Much of what we call “sense of place” is grounded in the physical nature of the land itself, and in its history. With that in mind, consider this: Chewonki Neck (along with adjacent Oak Island and part of the lower east side of Westport Island) is essentially unique, geologically speaking, in Mid-Coast Maine and perhaps the entire State. In this Natural History Mystery, we will take an expedition to The Point, the southernmost peninsula on Chewonki Neck, to discover why two very different rock formations lie right next to each other, splitting Chewonki Neck in two!
Imagine you are standing on The Point. Montsweag Creek is to our east (right), Montsweag Bay opens to the west (left) with Westport Island beyond, and Oak Island lies straight ahead (due south). Notice the bedrock on which we’re standing: solid, blocky and mainly pinkish gray in color with darker streaks. Although it has basically the same mineral composition as granite, this rock technically is not a type of granite. It is called Oak Island Gneiss.
If you look closely you can see how the pinkish Oak Island Gneiss comes into swirling contact with a very different dark rock that seems to form layers set on edge vertically. This rock represents the Cape Elizabeth Formation, which has a mineral composition quite different from Oak Island Gneiss.
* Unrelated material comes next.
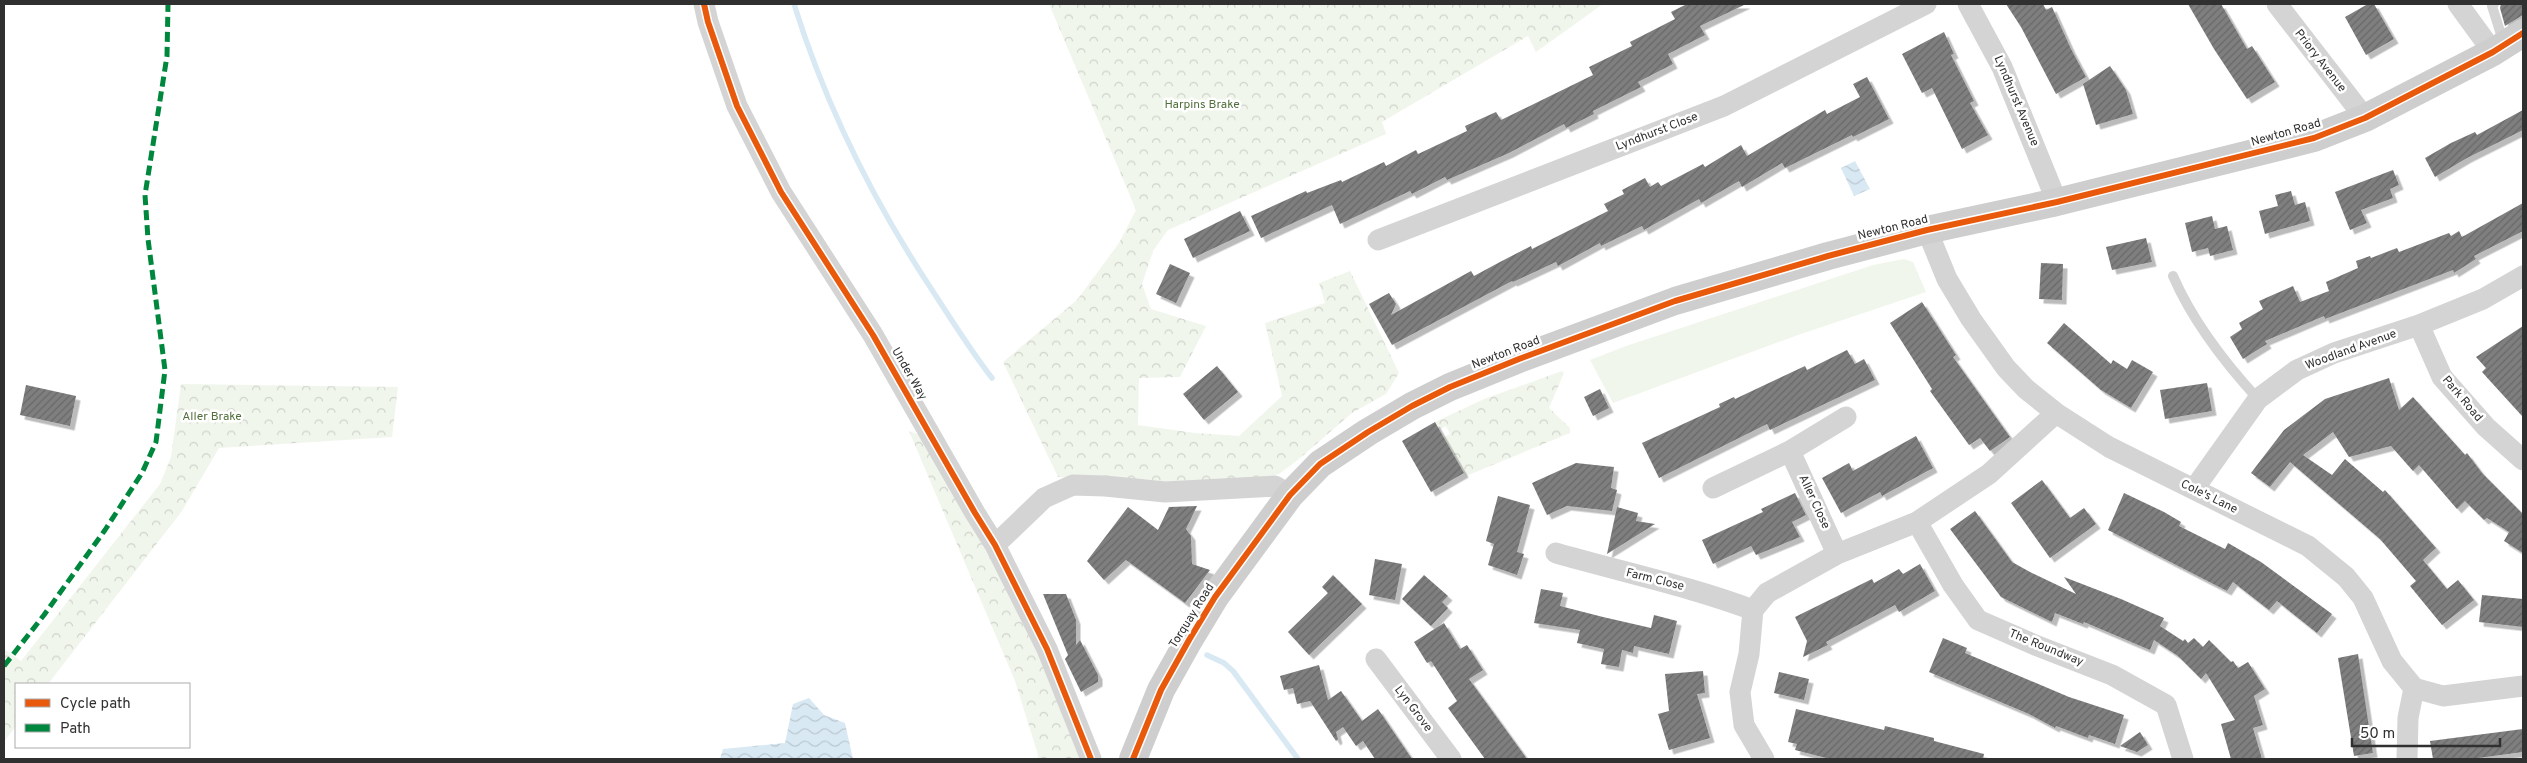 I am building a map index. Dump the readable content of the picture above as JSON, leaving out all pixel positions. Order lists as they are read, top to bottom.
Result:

Amazingly, Chewonki Neck is divided lengthwise almost in half by these two rock units; Oak Island Gneiss making up the east side, and Cape Elizabeth rock making up the west. Moreover, the two rock types are not only different in composition but also in age, and in their very geologic origin. The Cape Elizabeth rock is roughly 450 million years old, and is about 50 million years older than the Oak Island Gneiss.
What a geological mystery! How did such different kinds of rock come to lie right next to one another, right down the middle of Chewonki Neck like this? What has happened geologically to create this special place in Maine?
Here’s a Hint:
To solve this geological mystery, think about this question:
- Why is it significant to know that Oak Island Gneiss has a mineral composition close to granite, and Cape Elizabeth rock doesn’t?
For Further Thought:
For the most part, the bedrock of Maine contains few fossil remains, whereas in adjacent states and Canadian provinces fossils are fairly common. Why might this be so?